Transportation systems move people. They also move freight—stuff—including raw materials and manufactured goods. People move themselves around mostly by means of cars, buses, planes, trains, and bicycles, while we mostly move our stuff with trucks, trains, ships, and planes.
By weight, we move far more stuff than people: the combined weight of all the people in the U.S. is about 24 million tons, while in 2012 we moved nearly 20 billion tons of stuff (roughly 800 times as much). But while people weigh so (relatively) little, over 70% of the total energy consumed by transportation in the U.S. that year went to moving us, not our things, around.
According to the International Energy Agency, the amount of useful energy that human societies consumed in 2013 totaled 9.3 billion metric tons of oil equivalent (108,159 terawatt-hours). Of that total, 28 percent was used for transportation.

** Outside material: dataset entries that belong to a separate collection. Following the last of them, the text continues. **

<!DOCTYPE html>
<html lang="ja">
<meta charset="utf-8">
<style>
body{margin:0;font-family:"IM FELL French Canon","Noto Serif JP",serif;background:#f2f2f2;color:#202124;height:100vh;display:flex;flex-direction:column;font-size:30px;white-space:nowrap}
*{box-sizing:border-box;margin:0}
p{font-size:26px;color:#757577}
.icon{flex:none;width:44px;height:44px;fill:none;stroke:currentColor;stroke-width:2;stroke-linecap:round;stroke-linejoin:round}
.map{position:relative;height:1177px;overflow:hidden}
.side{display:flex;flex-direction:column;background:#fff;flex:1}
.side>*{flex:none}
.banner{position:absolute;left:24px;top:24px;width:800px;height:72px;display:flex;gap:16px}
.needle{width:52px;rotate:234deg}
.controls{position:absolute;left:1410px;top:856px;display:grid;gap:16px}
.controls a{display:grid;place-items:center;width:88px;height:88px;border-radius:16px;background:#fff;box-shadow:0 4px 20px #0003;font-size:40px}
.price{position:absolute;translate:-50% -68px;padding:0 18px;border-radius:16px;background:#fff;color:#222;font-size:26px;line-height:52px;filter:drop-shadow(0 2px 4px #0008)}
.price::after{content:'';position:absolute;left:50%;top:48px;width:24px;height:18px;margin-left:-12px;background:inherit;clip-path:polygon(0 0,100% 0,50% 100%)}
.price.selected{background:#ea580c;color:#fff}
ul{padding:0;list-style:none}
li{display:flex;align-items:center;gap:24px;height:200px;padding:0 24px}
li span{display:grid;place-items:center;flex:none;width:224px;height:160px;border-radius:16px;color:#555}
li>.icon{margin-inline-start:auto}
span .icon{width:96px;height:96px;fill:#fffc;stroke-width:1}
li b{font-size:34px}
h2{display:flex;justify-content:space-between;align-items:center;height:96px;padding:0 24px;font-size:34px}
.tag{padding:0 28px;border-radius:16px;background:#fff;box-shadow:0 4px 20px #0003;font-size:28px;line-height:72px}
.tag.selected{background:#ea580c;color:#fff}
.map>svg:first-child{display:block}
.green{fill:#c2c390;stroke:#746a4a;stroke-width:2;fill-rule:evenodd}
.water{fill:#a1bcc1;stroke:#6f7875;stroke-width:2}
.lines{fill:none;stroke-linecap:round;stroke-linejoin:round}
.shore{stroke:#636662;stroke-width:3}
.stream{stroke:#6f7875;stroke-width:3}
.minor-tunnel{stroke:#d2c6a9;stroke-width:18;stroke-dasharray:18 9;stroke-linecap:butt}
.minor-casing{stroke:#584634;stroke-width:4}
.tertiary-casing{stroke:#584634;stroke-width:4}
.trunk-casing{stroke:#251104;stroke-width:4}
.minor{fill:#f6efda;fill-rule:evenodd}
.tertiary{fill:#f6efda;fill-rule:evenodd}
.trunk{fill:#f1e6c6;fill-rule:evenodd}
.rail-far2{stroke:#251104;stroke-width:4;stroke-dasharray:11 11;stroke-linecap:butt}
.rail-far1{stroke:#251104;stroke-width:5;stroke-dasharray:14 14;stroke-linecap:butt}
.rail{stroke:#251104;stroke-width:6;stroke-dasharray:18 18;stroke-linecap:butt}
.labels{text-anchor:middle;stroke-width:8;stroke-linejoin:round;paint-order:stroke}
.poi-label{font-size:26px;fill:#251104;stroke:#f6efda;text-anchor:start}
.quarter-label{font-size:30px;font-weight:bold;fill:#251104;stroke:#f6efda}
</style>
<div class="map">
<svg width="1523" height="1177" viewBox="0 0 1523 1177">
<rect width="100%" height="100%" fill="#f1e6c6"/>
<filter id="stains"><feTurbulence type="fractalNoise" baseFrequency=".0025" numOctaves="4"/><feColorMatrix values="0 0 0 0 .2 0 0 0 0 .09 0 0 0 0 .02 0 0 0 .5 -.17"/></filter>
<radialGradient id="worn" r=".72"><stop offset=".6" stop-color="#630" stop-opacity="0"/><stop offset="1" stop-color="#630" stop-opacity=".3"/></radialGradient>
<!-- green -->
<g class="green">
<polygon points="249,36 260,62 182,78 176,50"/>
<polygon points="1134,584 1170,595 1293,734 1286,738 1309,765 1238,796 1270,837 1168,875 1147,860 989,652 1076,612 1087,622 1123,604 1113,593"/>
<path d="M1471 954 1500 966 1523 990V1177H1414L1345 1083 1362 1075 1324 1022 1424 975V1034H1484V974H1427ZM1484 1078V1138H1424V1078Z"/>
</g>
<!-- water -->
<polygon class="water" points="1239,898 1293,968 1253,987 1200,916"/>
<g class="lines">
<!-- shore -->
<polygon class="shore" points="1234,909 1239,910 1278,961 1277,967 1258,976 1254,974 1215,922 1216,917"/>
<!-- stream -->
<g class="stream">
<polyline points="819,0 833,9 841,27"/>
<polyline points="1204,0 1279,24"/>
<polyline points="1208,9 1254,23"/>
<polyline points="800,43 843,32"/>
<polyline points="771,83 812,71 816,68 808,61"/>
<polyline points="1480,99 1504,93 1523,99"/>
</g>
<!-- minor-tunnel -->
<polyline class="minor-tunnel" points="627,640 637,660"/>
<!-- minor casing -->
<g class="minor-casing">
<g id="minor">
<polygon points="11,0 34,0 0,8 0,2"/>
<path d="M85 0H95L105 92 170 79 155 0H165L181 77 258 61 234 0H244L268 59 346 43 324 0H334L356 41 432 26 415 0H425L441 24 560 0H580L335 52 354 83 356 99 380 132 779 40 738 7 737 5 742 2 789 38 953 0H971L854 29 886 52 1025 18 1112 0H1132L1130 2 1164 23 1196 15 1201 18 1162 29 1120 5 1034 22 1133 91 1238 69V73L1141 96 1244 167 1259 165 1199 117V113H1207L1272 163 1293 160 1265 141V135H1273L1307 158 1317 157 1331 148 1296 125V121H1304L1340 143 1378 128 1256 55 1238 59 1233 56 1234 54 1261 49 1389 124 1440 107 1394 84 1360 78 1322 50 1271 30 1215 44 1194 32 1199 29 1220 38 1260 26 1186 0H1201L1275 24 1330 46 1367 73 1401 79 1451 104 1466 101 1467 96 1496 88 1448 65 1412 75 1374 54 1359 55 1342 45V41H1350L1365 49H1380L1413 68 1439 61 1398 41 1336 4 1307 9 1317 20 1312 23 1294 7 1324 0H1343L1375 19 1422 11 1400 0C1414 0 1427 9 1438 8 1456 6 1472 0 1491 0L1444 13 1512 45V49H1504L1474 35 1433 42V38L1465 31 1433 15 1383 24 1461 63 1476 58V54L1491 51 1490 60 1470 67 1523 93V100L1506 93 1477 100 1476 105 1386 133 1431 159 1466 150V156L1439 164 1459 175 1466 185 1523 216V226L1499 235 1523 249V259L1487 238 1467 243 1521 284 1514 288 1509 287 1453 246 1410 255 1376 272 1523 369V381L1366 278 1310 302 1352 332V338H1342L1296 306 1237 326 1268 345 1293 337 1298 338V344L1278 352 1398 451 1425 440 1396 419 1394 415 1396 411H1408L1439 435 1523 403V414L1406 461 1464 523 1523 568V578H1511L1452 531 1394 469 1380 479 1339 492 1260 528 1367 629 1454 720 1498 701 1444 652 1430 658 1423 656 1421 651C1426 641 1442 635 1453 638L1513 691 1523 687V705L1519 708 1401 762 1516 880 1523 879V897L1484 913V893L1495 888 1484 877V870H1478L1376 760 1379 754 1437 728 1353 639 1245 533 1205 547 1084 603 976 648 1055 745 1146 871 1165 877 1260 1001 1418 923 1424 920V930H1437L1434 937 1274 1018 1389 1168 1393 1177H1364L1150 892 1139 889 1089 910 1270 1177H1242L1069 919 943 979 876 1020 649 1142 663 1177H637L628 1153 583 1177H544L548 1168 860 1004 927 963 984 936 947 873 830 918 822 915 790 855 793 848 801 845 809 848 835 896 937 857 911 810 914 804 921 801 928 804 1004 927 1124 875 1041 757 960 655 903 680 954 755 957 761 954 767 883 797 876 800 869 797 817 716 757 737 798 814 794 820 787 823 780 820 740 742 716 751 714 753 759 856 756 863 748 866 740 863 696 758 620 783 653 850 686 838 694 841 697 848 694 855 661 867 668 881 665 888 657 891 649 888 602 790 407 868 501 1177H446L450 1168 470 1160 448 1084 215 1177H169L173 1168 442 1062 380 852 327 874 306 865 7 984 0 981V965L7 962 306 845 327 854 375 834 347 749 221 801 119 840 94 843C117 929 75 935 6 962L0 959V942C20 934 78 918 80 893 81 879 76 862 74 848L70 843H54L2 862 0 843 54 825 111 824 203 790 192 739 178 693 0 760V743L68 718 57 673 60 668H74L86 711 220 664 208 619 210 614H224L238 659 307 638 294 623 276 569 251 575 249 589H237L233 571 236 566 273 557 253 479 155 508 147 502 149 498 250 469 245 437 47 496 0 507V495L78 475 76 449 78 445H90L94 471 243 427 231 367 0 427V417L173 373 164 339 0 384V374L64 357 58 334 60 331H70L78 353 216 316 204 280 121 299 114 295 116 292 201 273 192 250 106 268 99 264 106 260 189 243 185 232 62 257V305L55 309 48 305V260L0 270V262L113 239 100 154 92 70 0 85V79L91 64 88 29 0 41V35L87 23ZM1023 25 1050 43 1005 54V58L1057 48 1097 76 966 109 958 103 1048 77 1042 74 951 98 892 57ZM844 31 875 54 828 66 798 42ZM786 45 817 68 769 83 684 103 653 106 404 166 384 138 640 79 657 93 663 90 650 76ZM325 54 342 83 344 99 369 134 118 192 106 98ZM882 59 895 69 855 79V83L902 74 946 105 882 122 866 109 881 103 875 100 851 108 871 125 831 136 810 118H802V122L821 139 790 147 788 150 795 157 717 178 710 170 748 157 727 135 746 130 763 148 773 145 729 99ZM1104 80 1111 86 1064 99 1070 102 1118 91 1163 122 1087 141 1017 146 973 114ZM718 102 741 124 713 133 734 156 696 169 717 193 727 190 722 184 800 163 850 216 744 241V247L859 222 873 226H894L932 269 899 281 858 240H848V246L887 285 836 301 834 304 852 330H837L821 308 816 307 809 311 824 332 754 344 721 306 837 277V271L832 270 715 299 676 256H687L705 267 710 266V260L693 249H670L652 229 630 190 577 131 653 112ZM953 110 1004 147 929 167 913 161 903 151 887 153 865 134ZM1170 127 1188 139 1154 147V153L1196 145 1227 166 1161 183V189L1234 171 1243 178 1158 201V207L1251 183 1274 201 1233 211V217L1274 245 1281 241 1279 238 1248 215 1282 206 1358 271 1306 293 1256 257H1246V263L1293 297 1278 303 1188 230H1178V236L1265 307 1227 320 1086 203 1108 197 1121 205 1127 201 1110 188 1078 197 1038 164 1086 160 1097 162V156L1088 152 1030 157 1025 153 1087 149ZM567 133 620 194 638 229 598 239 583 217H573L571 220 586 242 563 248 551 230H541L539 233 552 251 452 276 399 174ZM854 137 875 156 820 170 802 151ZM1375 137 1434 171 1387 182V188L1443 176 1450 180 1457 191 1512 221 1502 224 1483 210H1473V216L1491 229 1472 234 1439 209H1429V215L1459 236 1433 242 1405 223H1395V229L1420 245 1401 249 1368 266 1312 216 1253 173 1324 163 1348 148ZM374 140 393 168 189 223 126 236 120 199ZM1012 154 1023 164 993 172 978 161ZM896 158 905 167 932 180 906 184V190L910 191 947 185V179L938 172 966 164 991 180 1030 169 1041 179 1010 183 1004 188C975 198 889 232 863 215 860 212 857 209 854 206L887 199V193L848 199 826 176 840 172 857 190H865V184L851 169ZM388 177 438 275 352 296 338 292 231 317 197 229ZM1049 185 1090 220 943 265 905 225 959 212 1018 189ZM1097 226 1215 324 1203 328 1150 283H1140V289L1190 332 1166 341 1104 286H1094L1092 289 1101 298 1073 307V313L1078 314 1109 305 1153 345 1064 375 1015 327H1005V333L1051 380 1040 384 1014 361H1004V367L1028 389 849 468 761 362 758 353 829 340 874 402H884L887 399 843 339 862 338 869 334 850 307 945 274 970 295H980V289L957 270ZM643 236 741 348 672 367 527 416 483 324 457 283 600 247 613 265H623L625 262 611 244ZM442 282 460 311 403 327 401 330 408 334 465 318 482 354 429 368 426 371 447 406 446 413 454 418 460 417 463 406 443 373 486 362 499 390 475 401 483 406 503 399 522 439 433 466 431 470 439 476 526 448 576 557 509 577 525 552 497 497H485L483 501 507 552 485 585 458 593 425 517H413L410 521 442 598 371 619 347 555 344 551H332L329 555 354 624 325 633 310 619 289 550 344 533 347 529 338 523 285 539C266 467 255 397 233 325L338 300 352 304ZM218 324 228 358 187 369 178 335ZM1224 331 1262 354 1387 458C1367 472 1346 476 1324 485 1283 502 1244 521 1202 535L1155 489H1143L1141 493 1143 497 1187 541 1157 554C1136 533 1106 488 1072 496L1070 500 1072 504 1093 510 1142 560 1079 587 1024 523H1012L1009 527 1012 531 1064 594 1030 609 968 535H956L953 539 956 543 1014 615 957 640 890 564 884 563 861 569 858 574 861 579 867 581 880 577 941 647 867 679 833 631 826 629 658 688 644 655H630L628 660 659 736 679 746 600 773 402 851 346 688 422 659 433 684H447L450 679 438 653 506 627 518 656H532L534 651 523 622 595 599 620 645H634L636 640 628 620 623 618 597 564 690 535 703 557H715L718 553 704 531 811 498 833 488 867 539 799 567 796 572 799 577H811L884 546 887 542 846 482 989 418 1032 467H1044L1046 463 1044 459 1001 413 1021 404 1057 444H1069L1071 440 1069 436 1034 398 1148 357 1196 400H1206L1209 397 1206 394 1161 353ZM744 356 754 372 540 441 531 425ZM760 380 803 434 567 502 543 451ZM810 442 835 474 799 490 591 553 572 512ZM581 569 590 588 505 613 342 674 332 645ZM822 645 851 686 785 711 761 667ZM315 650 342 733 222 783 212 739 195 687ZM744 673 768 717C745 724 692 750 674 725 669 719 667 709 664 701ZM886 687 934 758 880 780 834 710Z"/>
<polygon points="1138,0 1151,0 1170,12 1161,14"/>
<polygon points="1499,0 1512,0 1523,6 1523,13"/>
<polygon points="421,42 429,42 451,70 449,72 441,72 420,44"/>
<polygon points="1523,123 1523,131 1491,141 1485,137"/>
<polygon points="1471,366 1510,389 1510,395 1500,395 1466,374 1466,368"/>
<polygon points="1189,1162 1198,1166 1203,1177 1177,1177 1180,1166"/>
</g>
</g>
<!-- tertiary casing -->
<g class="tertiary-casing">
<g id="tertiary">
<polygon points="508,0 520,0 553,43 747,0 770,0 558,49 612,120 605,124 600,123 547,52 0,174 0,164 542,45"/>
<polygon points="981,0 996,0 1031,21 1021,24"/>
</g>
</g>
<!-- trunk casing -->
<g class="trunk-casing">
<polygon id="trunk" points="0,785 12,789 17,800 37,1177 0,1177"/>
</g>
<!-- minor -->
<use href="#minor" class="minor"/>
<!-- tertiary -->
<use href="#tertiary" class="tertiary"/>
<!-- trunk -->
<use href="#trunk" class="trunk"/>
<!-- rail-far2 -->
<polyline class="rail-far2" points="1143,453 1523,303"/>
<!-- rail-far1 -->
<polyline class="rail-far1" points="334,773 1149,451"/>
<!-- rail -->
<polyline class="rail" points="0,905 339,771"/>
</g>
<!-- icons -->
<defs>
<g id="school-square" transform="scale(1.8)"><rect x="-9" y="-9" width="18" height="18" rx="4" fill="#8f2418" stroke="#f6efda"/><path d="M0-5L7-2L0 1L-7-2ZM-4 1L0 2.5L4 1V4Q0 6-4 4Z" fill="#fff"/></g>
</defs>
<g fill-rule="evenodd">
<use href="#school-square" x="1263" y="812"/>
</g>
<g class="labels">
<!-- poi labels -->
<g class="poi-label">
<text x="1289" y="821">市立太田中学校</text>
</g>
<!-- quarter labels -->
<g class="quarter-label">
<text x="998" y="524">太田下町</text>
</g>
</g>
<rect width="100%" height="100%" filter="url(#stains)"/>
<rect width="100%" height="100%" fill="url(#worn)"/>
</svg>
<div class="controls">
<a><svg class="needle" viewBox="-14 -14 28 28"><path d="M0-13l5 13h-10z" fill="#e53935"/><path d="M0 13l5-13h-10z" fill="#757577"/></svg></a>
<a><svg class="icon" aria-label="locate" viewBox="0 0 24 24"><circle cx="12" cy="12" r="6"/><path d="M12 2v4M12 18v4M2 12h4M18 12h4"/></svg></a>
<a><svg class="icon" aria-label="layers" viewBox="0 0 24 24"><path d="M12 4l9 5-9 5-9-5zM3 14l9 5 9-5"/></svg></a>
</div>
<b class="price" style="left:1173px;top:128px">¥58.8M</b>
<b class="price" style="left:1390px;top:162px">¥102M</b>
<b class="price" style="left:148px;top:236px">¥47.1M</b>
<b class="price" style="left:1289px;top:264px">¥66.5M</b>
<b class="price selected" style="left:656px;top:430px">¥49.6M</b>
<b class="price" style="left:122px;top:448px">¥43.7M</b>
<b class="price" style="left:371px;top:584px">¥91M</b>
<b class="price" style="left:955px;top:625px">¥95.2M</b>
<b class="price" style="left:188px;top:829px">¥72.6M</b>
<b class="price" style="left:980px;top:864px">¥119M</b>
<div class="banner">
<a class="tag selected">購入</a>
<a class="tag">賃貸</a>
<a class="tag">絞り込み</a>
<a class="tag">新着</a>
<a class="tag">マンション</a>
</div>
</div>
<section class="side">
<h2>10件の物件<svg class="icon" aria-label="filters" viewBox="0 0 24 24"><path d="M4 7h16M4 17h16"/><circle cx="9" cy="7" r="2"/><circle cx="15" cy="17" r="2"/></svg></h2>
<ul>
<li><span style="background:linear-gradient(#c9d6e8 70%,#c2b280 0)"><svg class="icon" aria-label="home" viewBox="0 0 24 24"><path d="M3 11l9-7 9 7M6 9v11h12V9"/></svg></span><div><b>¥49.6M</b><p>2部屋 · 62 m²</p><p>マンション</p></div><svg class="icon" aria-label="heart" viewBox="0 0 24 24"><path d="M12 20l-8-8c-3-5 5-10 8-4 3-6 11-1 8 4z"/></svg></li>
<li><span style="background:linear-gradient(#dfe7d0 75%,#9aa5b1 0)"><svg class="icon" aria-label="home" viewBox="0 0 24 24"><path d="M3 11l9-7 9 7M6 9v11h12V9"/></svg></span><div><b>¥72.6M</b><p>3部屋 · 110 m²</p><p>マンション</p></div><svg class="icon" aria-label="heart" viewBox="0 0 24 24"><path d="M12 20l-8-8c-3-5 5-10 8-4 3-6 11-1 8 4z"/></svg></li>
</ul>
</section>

One resource dominates operational energy in the transportation sector: oil, from which we make different types of liquid fuels for our various vehicles. Gasoline fuels the vast majority of passenger cars (of which there are roughly a billion worldwide). Diesel powers trucks, buses, about half of the world’s trains, and some automobiles. Bunker oil fuels large ships, while most commercial aircraft burn aviation-grade kerosene.
About half of the world’s trains are electric (the proportion is much smaller in the U.S.), and electricity also powers subways, streetcars, and a growing number of electric buses, cars, and bicycles. But even so, nearly 93% of transportation is fueled by oil.
While most of the energy consumed by transportation is in the operation of vehicles, a great deal of energy—the vast majority of it from fossil fuels—is embodied in the manufacturing and maintenance of vehicles, roads, rails, parking structures, and airports. (This embodied energy is not accounted for in the transportation total above.)
Each typical automobile represents about 48 megawatt-hours (MWh) of embodied energy, or the equivalent of 29.5 barrels of oil. That means manufacturing the nearly 90 million new vehicles produced globally in 2014 required more energy than the amount of total renewable electricity produced in the world that year: 4,300 terawatt-hours (TWh) vs. 3,685 TWh.
Roads also embody large amounts of energy: the energy used in constructing one lane of road one kilometer in length is the equivalent of burning 23,000 gallons of conventional gasoline. Thus the global network of 65 million kilometers of paved roads represents about 1.5 trillion gallons of gasoline in embodied energy.
All this is to say that, even if we were able to substitute vehicles that run on petroleum—planes, trains, automobiles, and ships—with ones that ran on renewable electricity, we’d still have the challenge of substituting all the fossil fuels that go into their manufacture, maintenance, and disposal, along with the infrastructure (the roads, bridges, parking, etc.) that supports them.
Example: A Hybrid Electric Car
On the whole, passenger vehicles are getting more efficient (though, put in perspective, driving a car remains a woefully energy inefficient mode of transport)—with the average fuel efficiency of a new car sold in the U.S. now at a little over 25 mpg. In comparison, the most popular “green” car on the market—the Toyota Prius—gets double that. It’s a big improvement. But what about the energy needed for everything other than driving the car?
Manufacturing a Prius requires sourcing and transporting raw materials, including steel, glass, copper, cast aluminum, lithium, synthetic rubber, plastics, magnesium, and platinum. Electricity was used in some of these sourcing operations, but the overwhelming majority of the energy used was in the form of natural gas, oil, and coal.
The maintenance of the vehicle requires replacement parts, lubricating oil, tires, a repair facility (running largely on electricity), and transport of parts, oil, and tires (more oil). The tires are made of a synthetic rubber derived from oil, about one barrel of which goes into manufacturing each tire.
Although the Prius has an electric motor on board, it cannot be plugged in so as to charge its battery with electricity from an external source—instead, its battery charges from the kinetic energy captured while the vehicle is braking. Its electric function serves merely to increase its fuel efficiency. The car’s operational energy therefore comes entirely from gasoline.
We would not be able to operate the car if it were not for an extensive system of roads and bridges. National, state, and local governments spend enormous sums annually to build and repair these roads, using asphalt, steel, concrete, lumber, and aggregate; the energy fueling this road-building and repair activity is overwhelmingly from oil.
Finally, when the car reaches the end of its useful lifetime, it will require disposal at a facility dedicated to this purpose. Energy (in the forms of electricity and oil) will be expended in transporting the car, demolishing it, and recycling its components.